Uncomfortable questions about Malaysian Flight 17


WASHINGTON, July 19, 2014 — The destruction of Malaysian Airlines flight 17 this past Thursday was a terrible tragedy, an event that cruelly snuffed out the lives of 298 people from over a dozen countries.

To watch Fox News and most of the American media, one would think that Vladimir Putin personally slipped across the Russian-Ukrainian border this past Thursday and single-handedly fired the surface-to-air BUK missile that brought down flight 17. Judge Andrew Napolitano and the irrepressible Charles Krauthammer were quick, based on sketchy and preliminary information, to lay full blame on the shoulders of the Russian president and demand heightened confrontation.

“No doubt it was Putin’s missiles and his heavy support for the Ukrainian rebels that were responsible,” intoned Krauthammer. And in Congress, Senator John McCain — not known for his affection for the Russian leader — went further, insisting that “Russia must suffer severe consequences.”

President Obama, in his Friday news conference, picked up the lead, indicating that the passenger jet was very likely downed by a missile fired from “rebel-occupied territory in eastern Ukraine,” and, again, implied that Russia might have indirect responsibility for what occurred.

The problem in this scenario is that it is mostly, at this moment in the investigation, still speculative. Until an analysis of the crash site and the black flight boxes is completed, and other information, including accurate transcripts of communications between rebel groups and between the Ukrainian regime and its regional army and militia units, is made available, the kind of heated and over-the-top rhetoric used by McCain and Krauthammer only inflames an already tragic situation.

Most of the American media have omitted reporting certain other facts surrounding this tragedy. Why, for example, did the Ukrainian government air-traffic controllers direct flight 17 to fly 10,000 feet lower than its normal flight altitude? Why did the Ukrainians direct the Malaysian plane to deviate from its normal flight path and send it through the middle of one of the most violent and dangerous areas in Europe? (This information has been reported by the Malaysian government.)

If, indeed, it was a BUK missile that brought the plane down, who had such missiles and the capacity to use them? We know that the Ukrainian government has such weapons, but it is unconfirmed as to whether the Ukrainian Russian resistance has such weapons or even the technical capacity to operate them.

It is true that in recent weeks ethnic Russian rebels have brought down several Ukrainian military planes over eastern Ukraine. Those military planes were flying at a lower altitude than flight 17 would normally have flown. Why did the Ukrainians direct the Malaysian passenger flight to fly at a lower altitude?

The Russian government has demanded that the government in Kiev release all its communications with army and air units in the area, and it has promised to do the same. That must happen to insure a proper investigation.

At the moment, the scenario that appears most likely is that flight 17 was brought down by the insurgents by mistake. But, let us just suppose that there is more to this situation than initially meets the eye. There is a fundamental question here that hasn’t yet been asked: if this plane was shot down on purpose, to whose benefit would it have been? Who gains from such a truly international tragic event?

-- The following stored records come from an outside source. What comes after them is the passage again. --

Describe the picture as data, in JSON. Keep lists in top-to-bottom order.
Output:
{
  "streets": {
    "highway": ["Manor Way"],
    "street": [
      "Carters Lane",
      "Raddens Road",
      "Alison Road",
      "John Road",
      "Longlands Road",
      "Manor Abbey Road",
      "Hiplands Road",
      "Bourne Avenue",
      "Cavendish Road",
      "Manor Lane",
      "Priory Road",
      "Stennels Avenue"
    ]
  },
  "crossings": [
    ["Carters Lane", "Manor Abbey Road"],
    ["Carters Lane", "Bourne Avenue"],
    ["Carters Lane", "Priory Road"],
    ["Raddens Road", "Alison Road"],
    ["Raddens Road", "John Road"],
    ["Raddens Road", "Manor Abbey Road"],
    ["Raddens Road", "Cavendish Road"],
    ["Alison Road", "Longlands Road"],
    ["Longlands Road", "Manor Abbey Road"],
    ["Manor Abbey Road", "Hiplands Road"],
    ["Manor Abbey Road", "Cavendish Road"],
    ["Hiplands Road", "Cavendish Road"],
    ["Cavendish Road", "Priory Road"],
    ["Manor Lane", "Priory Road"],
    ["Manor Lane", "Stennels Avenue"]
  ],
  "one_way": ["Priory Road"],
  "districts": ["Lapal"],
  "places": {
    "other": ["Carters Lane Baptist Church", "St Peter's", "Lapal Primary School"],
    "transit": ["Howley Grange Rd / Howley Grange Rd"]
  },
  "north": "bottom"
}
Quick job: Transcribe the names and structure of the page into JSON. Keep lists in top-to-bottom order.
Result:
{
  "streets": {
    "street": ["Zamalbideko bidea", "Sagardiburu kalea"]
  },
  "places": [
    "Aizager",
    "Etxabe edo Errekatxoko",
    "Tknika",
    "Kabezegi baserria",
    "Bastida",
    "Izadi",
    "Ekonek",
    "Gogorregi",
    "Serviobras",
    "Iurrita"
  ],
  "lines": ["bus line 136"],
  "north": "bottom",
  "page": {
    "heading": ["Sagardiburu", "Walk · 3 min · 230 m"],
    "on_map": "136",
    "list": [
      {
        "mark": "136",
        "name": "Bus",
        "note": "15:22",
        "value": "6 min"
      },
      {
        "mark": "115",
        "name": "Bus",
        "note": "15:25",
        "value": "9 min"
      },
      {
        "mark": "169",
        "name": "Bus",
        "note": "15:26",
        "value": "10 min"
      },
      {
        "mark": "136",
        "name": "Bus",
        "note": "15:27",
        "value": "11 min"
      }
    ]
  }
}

Certainly not the ethnic Russian insurgents fighting for their rights in eastern Ukraine, and certainly not the Russians, who are painted by the Western press as pulling the strings of the rebels.

Indeed, this terrible event is, ironically, a godsend for neoconservative hawks who would like nothing more than step up confrontation with President Putin and Russia, and they are already using it for all its worth. Such questions, as incredible as they may seem initially, should be addressed.

Manipulation of human tragedy is always despicable. But as we condemn the brutality and cruelty associated with the downing of Malaysian flight 17, we should not forget the immense human suffering now occurring on the ground in Ukraine. The Ukrainian army, according to official UN sources, has killed in recent days close to 300 ethnic Russian civilians in and around Lugansk and Donetsk in eastern Ukraine, and has forced thousands to flee for safety, but the American media remains silent.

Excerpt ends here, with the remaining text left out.